3.  Separate processes die when they finish, releasing all resources to
the operating system.  Imagine a threaded server with a teeny-tiny
memory leak, that stays up 24x7.  Eventually, you will start using disk
for ram, or even use all available disk and simply crash.

Threaded servers have one main advantate:
Threads are lightweight processes and starting a new thread is faster
than starting a new executable.

The thread advantage can be partly mitigated by pre-launching a pool of
servers.

Re: Reasoning behind process instead of thread based

From

Thomas Hallgren

Date:

27 October 2004, 21:07:57

Dann,
I'm not advocating a multi-threaded PostgreSQL server (been there, done
that :-). But I still must come to the defense of multi-threaded systems
in general.

You try to convince us that a single threaded system is better because
it is more tolerant to buggy code. That argument is valid and I agree, a
multi-threaded environment is more demanding in terms of developer
skills and code quality.

But what if I don't write crappy code or if I am prepared to take the
consequences of my bugs, what then? Maybe I really know what I'm doing
and really want to get the absolute best performance out of my server.

> There are clear advantages to separate process space for servers.
> 1.  Separate threads can stomp on each other's memory space.  (e.g.
> imagine a wild, home-brew C function gone bad).

Not all servers allow home-brewed C functions. And even when they do,
not all home-brewers will write crappy code. This is only a clear
advantage when buggy code is executed.

> 2.  Separate processes can have separate user ids, and [hence] different
> rights for file access.  A threaded server will have to either be
> started at the level of the highest user who will attach or will have to
> impersonate the users in threads.  Impersonation is very difficult to
> make portable.

Yes, this is true and a valid advantage if you ever want access external
and private files. Such access is normally discouraged though, since you
are outside of the boundaries of your transaction.
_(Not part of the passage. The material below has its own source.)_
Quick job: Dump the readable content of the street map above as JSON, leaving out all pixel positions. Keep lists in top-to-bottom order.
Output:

> 3.  Separate processes die when they finish, releasing all resources to
> the operating system.  Imagine a threaded server with a teeny-tiny
> memory leak, that stays up 24x7.  Eventually, you will start using disk
> for ram, or even use all available disk and simply crash.
>
Sure, but a memory leak is a serious bug and most leaks will have a
negative impact on single threaded systems as well. I'm sure you will
find memory leak examples that are fatal only in a multi-threaded 24x7
environment but they are probably very few overall.
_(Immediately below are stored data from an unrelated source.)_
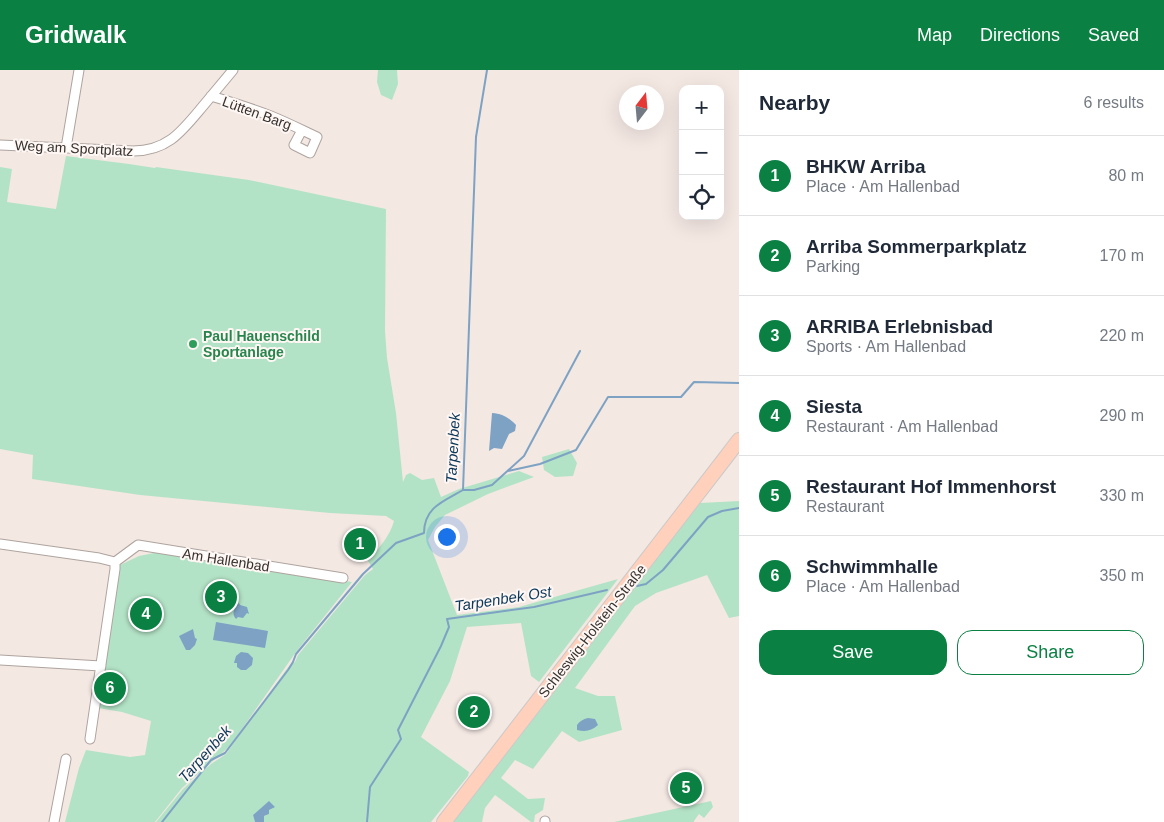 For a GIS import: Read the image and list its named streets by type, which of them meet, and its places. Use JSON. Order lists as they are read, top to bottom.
{
  "streets": {
    "main road": ["Schleswig-Holstein-Straße"],
    "street": ["Lütten Barg", "Weg am Sportplatz", "Am Hallenbad"]
  },
  "crossings": [
    ["Lütten Barg", "Weg am Sportplatz"]
  ],
  "water": ["Tarpenbek", "Tarpenbek Ost"],
  "places": ["Paul Hauenschild Sportanlage"],
  "north": "top",
  "page": {
    "header": "Gridwalk",
    "nav": ["Map", "Directions", "Saved"],
    "heading": ["Nearby", "6 results"],
    "map_buttons": ["+", "−"],
    "list": [
      {
        "mark": "1",
        "name": "BHKW Arriba",
        "note": "Place · Am Hallenbad",
        "value": "80 m"
      },
      {
        "mark": "2",
        "name": "Arriba Sommerparkplatz",
        "note": "Parking",
        "value": "170 m"
      },
      {
        "mark": "3",
        "name": "ARRIBA Erlebnisbad",
        "note": "Sports · Am Hallenbad",
        "value": "220 m"
      },
      {
        "mark": "4",
        "name": "Siesta",
        "note": "Restaurant · Am Hallenbad",
        "value": "290 m"
      },
      {
        "mark": "5",
        "name": "Restaurant Hof Immenhorst",
        "note": "Restaurant",
        "value": "330 m"
      },
      {
        "mark": "6",
        "name": "Schwimmhalle",
        "note": "Place · Am Hallenbad",
        "value": "350 m"
      }
    ],
    "pins": [
      "1",
      "3",
      "4",
      "6",
      "2",
      "5"
    ],
    "buttons": ["Save", "Share"]
  }
}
> Threaded servers have one main advantate:
> Threads are lightweight processes and starting a new thread is faster
> than starting a new executable.
>
A few more from the top of my head:
1. Threads communicate much faster than processes (applies to locking
and parallel query processing).
2. All threads in a process can share a common set of optimized query plans.
3. All threads can share lots of data cached in memory (static but
frequently accessed tables etc.).
4. In environments built using garbage collection, all threads can share
the same heap of garbage collected data.
5. A multi-threaded system can apply in-memory heuristics for self
adjusting heaps and other optimizations.
6. And lastly, my favorite; a multi-threaded system can be easily
integrated with, and make full use of, a multi-threaded virtual
execution environment such as a Java VM.
...

Regards,
Thomas Hallgren

Re: Reasoning behind process instead of thread based

From

Martijn van Oosterhout

Date:

27 October 2004, 21:36:30

On Wed, Oct 27, 2004 at 10:07:48PM +0200, Thomas Hallgren wrote:
> >Threaded servers have one main advantate:
> >Threads are lightweight processes and starting a new thread is faster
> >than starting a new executable.
> >
> A few more from the top of my head:

A lot of these advantages are due to sharing an address space, right?
Well, the processes in PostgreSQL share address space, just not *all*
of it. They communicate via this shared memory.

> 1. Threads communicate much faster than processes (applies to locking
> and parallel query processing).
> 2. All threads in a process can share a common set of optimized query plans.

PostgreSQL could do this too, but I don't think anyone's looked into
sharing query plans, probably quite difficult.

> 3. All threads can share lots of data cached in memory (static but
> frequently accessed tables etc.).

Table data is already shared. If two backends are manipulating the same
table, they can lock directly via shared memory rather than some OS
primitive.

> 4. In environments built using garbage collection, all threads can share
> the same heap of garbage collected data.
> 5. A multi-threaded system can apply in-memory heuristics for self
> adjusting heaps and other optimizations.
> 6. And lastly, my favorite; a multi-threaded system can be easily
> integrated with, and make full use of, a multi-threaded virtual
> execution environment such as a Java VM.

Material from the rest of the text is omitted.